Dataset excerpts
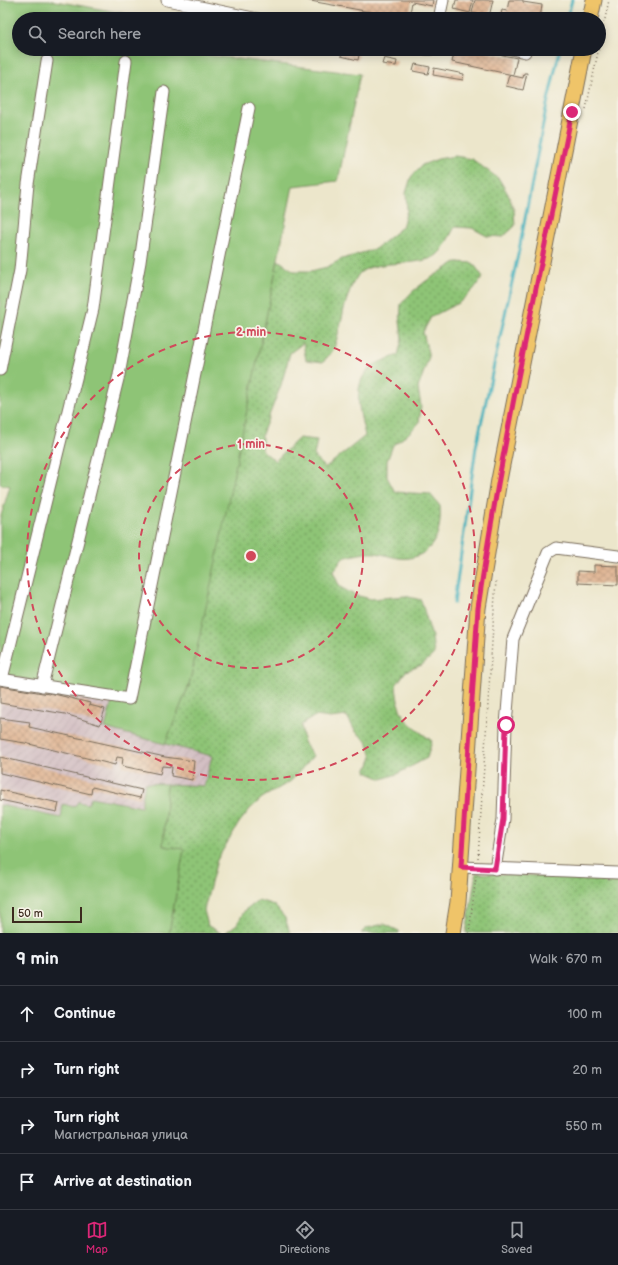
<!DOCTYPE html>
<html lang="en">
<head>
<meta charset="utf-8">
<style>
  body { margin:0; font-family:"Balsamiq Sans",sans-serif; background:#242831; color:#f1f3f6 }
  .scale { position:absolute; left:12px; bottom:10px; width:70px; box-sizing:border-box; padding-left:4px; border:2px solid #3b2a1e; border-top:0; font-size:11px; line-height:14px; white-space:nowrap; color:#3b2a1e; -webkit-text-stroke:3px #f7f3e8; paint-order:stroke }
  .stop { position:absolute; width:12px; height:12px; margin:-9px; border:3px solid #db2777; border-radius:50%; background:#fff }
  .stop.end { background:#db2777; border-color:#fff; box-shadow:0 1px 4px #0008 }
  .list { margin:0; padding:0; list-style:none }
  h2 { display:flex; justify-content:space-between; align-items:center; height:52px; margin:0; padding:0 16px; font-size:17px }
  h2 small { font-size:13px; font-weight:400; color:#9ea1a6 }
  .list li { display:grid; grid-template-columns:26px 1fr auto; gap:12px; align-items:center; box-sizing:border-box; height:56px; padding:0 16px; border-top:1px solid #363941 }
  .list b { display:block; font-size:15px; white-space:nowrap }
  .list p { margin:0; font-size:13px; white-space:nowrap; color:#9ea1a6 }
  .list em { font-size:13px; font-style:normal; color:#9ea1a6 }
  .icon { flex:none; width:22px; height:22px; fill:none; stroke:currentColor; stroke-width:2; stroke-linecap:round; stroke-linejoin:round }
  .map { position:relative; flex:none; width:618px; height:933px; overflow:hidden }
  .search { position:absolute; background:#171b24; box-shadow:0 2px 10px #0003; left:12px; right:12px; top:12px; height:44px; display:flex; align-items:center; gap:10px; box-sizing:border-box; padding:0 14px; border-radius:22px; color:#9ea1a6; font-size:15px }
  .sheet { height:276px; background:#171b24 }
  nav { display:flex; justify-content:space-around; align-items:center; box-sizing:border-box; height:56px; border-top:1px solid #363941; background:#171b24; font-size:11px; color:#9ea1a6 }
  nav a { display:grid; justify-items:center; gap:2px }
  nav .on { color:#db2777 }
  .map>svg:first-child { display:block }
  .industrial { fill:url(#industrial-furrows) }
  .grass { fill:url(#grass-dots); stroke:#64774a }
  .garden { fill:#8ec476; stroke:#64774a }
  .lines { fill:none; stroke-linecap:round; stroke-linejoin:round }
  .stream { stroke:#41b0bc; stroke-width:3 }
  .building { fill:url(#building-cross-hatch) }
  .minor-casing { stroke:#796c5b; stroke-width:13 }
  .major-casing { stroke:#796c5b; stroke-width:17 }
  .path { stroke:#796c5b; stroke-width:1.5; stroke-dasharray:1 3; stroke-linecap:butt }
  .minor { stroke:#fff; stroke-width:11 }
  .major { stroke:#efc469; stroke-width:15 }
  .route { stroke:#db2777; stroke-width:5 }
  .ring { fill:none; stroke:#d1495b; stroke-width:2; stroke-dasharray:7 5 }
  .centre { fill:#d1495b; stroke:#f7f3e8; stroke-width:2 }
  .ring-label { font-size:12px; text-anchor:middle; font-weight:bold; fill:#d1495b; stroke:#f7f3e8; stroke-width:3.5; stroke-linejoin:round; paint-order:stroke }
</style>
</head>
<body>
<div class="map">
<svg width="618" height="933" viewBox="0 0 618 933">
  <defs>
    <pattern id="industrial-furrows" width="10" height="10" patternUnits="userSpaceOnUse"><rect width="10" height="10" fill="#d2bec2"/><path d="M-1 1l2-2M0 10L10 0M9 11l2-2" fill="none" stroke="#b5a3a6"/></pattern>
    <pattern id="grass-dots" width="8" height="8" patternUnits="userSpaceOnUse"><rect width="8" height="8" fill="#8ec476"/><path d="M2 2h.1M6 6h.1" fill="none" stroke="#759f60" stroke-width="1.8" stroke-linecap="round"/></pattern>
    <pattern id="building-cross-hatch" width="8" height="8" patternUnits="userSpaceOnUse"><rect width="8" height="8" fill="#dfb391"/><path d="M0 0l8 8M0 8l8-8" fill="none" stroke="#b69276"/></pattern>
  </defs>
  <rect width="100%" height="100%" fill="#f7f3e8"/>
  <filter id="ink" filterUnits="userSpaceOnUse"><feTurbulence type="fractalNoise" baseFrequency=".025" numOctaves="2"/><feDisplacementMap in="SourceGraphic" scale="8" xChannelSelector="R" yChannelSelector="G"/><feConvolveMatrix kernelMatrix="1 2 1 2 8 2 1 2 1" color-interpolation-filters="sRGB"/></filter>
  <filter id="wash" filterUnits="userSpaceOnUse"><feTurbulence type="fractalNoise" baseFrequency=".012" numOctaves="4" result="noise"/><feDisplacementMap in="SourceGraphic" scale="16" xChannelSelector="R" yChannelSelector="G"/><feGaussianBlur stdDeviation="0.9" result="paint"/><feColorMatrix in="noise" values="0 0 0 0 0 0 0 0 0 0 0 0 0 0 0 0 0 1.4 0 .05"/><feComposite in="paint" operator="in"/></filter>
  <g filter="url(#wash)">
    <rect width="100%" height="100%" fill="#ece6cb"/>
    <!-- industrial -->
    <path class="industrial" d="M 0,684 L 112,702 L 105,728 L 212,756 L 204,786 L 141,807 L 91,797 L 88,804 L 74,807 L 61,818 L 0,805 Z"/>
    <!-- grass -->
    <g class="grass">
      <path d="M 455,156 L 472,159 L 499,179 L 508,194 L 514,210 L 515,226 L 503,237 L 487,236 L 472,228 L 455,227 C 450,235 444,249 437,255 C 420,268 371,258 358,275 C 344,294 342,326 334,348 C 332,353 326,358 323,362 L 306,360 L 303,343 L 290,353 L 281,385 L 262,434 L 262,450 L 275,461 L 299,438 L 317,440 L 314,456 L 325,468 L 365,436 C 361,416 351,388 368,370 C 375,362 389,359 398,355 L 402,339 L 400,321 L 401,304 L 412,292 L 426,281 L 456,262 L 473,263 L 483,277 L 473,290 L 460,302 L 431,317 L 423,332 L 429,357 L 418,388 L 421,406 L 419,423 L 407,435 L 393,445 L 387,461 L 387,477 L 395,492 L 430,494 L 440,506 C 442,528 436,553 410,558 C 399,560 387,555 376,553 C 365,552 354,555 343,558 L 333,572 L 340,587 L 355,595 L 371,599 L 405,596 L 421,600 L 432,637 L 434,654 L 422,665 L 406,671 L 396,685 C 399,720 405,720 432,741 L 427,758 L 397,774 L 382,779 L 366,772 L 372,757 L 367,741 L 355,731 L 347,716 L 330,718 L 315,716 L 301,725 L 304,742 L 313,756 L 291,781 L 262,798 L 250,809 L 239,823 L 217,860 L 204,910 L 208,926 L 221,933 L 169,933 L 184,849 L 163,847 L 167,784 L 204,786 L 212,756 L 165,744 L 189,685 L 278,260 L 294,271 L 311,271 L 327,267 L 342,259 L 375,249 L 402,227 L 407,210 L 406,193 L 411,177 L 422,165 L 438,159 Z"/>
      <path d="M 476,873 L 618,879 L 618,933 L 466,933 Z"/>
      <path d="M 258,900 L 274,905 L 285,918 L 290,933 L 225,933 L 237,924 L 245,910 Z"/>
      <path d="M 384,924 L 399,931 L 399,933 L 361,933 L 367,928 Z"/>
    </g>
    <!-- garden -->
    <g class="garden">
      <path d="M 0,0 L 49,0 L 157,19 L 19,19 L 19,49 L 174,49 L 175,51 L 360,74 L 338,181 L 293,186 L 216,561 L 189,685 L 165,744 L 105,728 L 112,702 L 0,673 L 0,519 L 10,486 L 0,484 Z"/>
      <path d="M 145,783 L 167,784 L 163,846 L 184,849 L 169,933 L 0,933 L 0,805 L 61,818 L 63,804 L 74,807 L 78,802 L 88,804 L 91,797 L 141,807 Z"/>
    </g>
    <g class="lines">
      <!-- stream -->
      <g class="stream">
        <path d="M 567,19 L 572,0"/>
        <path d="M 454,603 L 476,447 L 519,250 L 546,109 L 560,49"/>
      </g>
    </g>
    <g id="blocks">
      <!-- building -->
      <g class="building">
        <path d="M 305,0 L 433,0 L 432,6 L 412,2 L 409,19 Z"/>
        <path d="M 456,0 L 473,0 L 470,13 L 454,9 Z"/>
        <path d="M 475,0 L 493,0 L 489,17 L 472,13 Z"/>
        <path d="M 509,0 L 523,0 L 523,2 L 542,5 L 540,19 L 500,19 L 502,10 L 507,11 Z"/>
        <path d="M 455,49 L 474,49 L 517,58 L 513,75 L 452,62 Z"/>
        <path d="M 342,50 L 359,55 L 358,60 L 341,56 Z"/>
        <path d="M 384,58 L 397,61 L 396,66 L 382,64 Z"/>
        <path d="M 415,64 L 430,67 L 428,74 L 413,71 Z"/>
        <path d="M 434,68 L 464,74 L 463,80 L 433,75 Z"/>
        <path d="M 524,73 L 527,73 L 523,90 L 506,86 L 509,75 L 523,78 Z"/>
        <path d="M 594,565 L 618,566 L 618,585 L 578,583 L 578,571 L 594,572 Z"/>
        <path d="M 0,686 L 49,694 L 50,693 L 90,703 L 89,705 L 105,709 L 100,725 L 65,714 L 0,703 Z"/>
        <path d="M 0,718 L 30,722 L 29,727 L 165,757 L 194,761 L 192,780 L 171,776 L 172,767 L 162,766 L 160,774 L 122,766 L 123,758 L 117,757 L 115,765 L 25,743 L 0,739 Z"/>
        <path d="M 0,757 L 142,790 L 140,798 L 92,787 L 91,794 L 0,773 Z"/>
        <path d="M 0,790 L 59,803 L 57,812 L 0,800 Z"/>
      </g>
    </g>
  </g>
  <g filter="url(#ink)">
    <use href="#blocks" fill-opacity="0" stroke="#796c5b" stroke-width="1"/>
    <g class="lines">
      <defs>
        <g id="minor">
          <path d="M 167,0 L 258,19"/>
          <path d="M 439,19 L 443,0"/>
          <path d="M 426,49 L 431,49"/>
          <path d="M 512,49 L 525,52"/>
          <path d="M 0,370 L 20,270 L 28,184 L 47,61"/>
          <path d="M 0,679 L 129,699 L 249,108"/>
          <path d="M 2,679 L 93,309 L 126,61"/>
          <path d="M 42,686 L 119,375 L 140,262 L 164,92"/>
          <path d="M 461,867 L 618,873"/>
          <path d="M 495,869 L 503,819 L 506,725 L 513,639 L 548,553 L 556,548 L 618,556"/>
        </g>
        <g id="major">
          <path d="M 590,19 L 594,0"/>
          <path d="M 453,933 L 458,902 L 478,608 L 499,480 L 584,49"/>
        </g>
      </defs>
      <!-- minor casing -->
      <use href="#minor" class="minor-casing"/>
      <!-- major casing -->
      <use href="#major" class="major-casing"/>
      <!-- path -->
      <g class="path">
        <path d="M 586,109 L 609,0"/>
        <path d="M 478,858 L 496,580"/>
        <path d="M 469,933 L 476,877"/>
      </g>
      <!-- minor -->
      <use href="#minor" class="minor"/>
      <!-- major -->
      <use href="#major" class="major"/>
    </g>
  </g>
  <g class="lines" filter="url(#ink)">
    <!-- route -->
    <path class="route" d="M 506,725 L 503,819 L 495,869 L 461,867 L 478,608 C 502,441 539,277 572,112"/>
  </g>
  <!-- distance rings -->
  <g class="ring">
    <circle cx="251" cy="556" r="112"/>
    <circle cx="251" cy="556" r="224"/>
  </g>
  <circle cx="251" cy="556" r="6" class="centre"/>
  <g class="ring-label">
    <text x="251" y="336">2 min</text>
    <text x="251" y="448">1 min</text>
  </g>
</svg>
<div class="scale">50 m</div>
<div class="stop" style="left:506px;top:725px"></div>
<div class="stop end" style="left:572px;top:112px"></div>
<div class="search"><svg class="icon" aria-label="search" viewBox="0 0 24 24"><circle cx="10" cy="10" r="6"/><path d="M15 15l6 6"/></svg>Search here</div>
</div>
<section class="sheet">
<h2>9 min<small>Walk · 670 m</small></h2>
<ul class="list">
<li><svg class="icon" aria-label="ahead" viewBox="0 0 24 24"><path d="M12 20V5M6 11l6-6 6 6"/></svg><div><b>Continue</b></div><em>100 m</em></li>
<li><svg class="icon" aria-label="right" viewBox="0 0 24 24"><path d="M7 20v-9h11M14 6l5 5-5 5"/></svg><div><b>Turn right</b></div><em>20 m</em></li>
<li><svg class="icon" aria-label="right" viewBox="0 0 24 24"><path d="M7 20v-9h11M14 6l5 5-5 5"/></svg><div><b>Turn right</b><p>Магистральная улица</p></div><em>550 m</em></li>
<li><svg class="icon" aria-label="arrive" viewBox="0 0 24 24"><path d="M6 21V4h12l-3 4 3 4H6"/></svg><div><b>Arrive at destination</b></div></li>
</ul>
</section>
<nav>
<a class="on"><svg class="icon" aria-label="map" viewBox="0 0 24 24"><path d="M3 6l6-2 6 2 6-2v14l-6 2-6-2-6 2zM9 4v14M15 6v14"/></svg>Map</a>
<a><svg class="icon" aria-label="directions" viewBox="0 0 24 24"><path d="M12 3l9 9-9 9-9-9zM9 14v-3h6M13 9l2 2-2 2"/></svg>Directions</a>
<a><svg class="icon" aria-label="saved" viewBox="0 0 24 24"><path d="M7 4h10v16l-5-4-5 4z"/></svg>Saved</a>
</nav>
</body>
</html>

**Goal of the exercise**
Filter the entries down to the lines that hold "small". Copy those lines.

**Task response**
  h2 small { font-size:13px; font-weight:400; color:#9ea1a6 }
<h2>9 min<small>Walk · 670 m</small></h2>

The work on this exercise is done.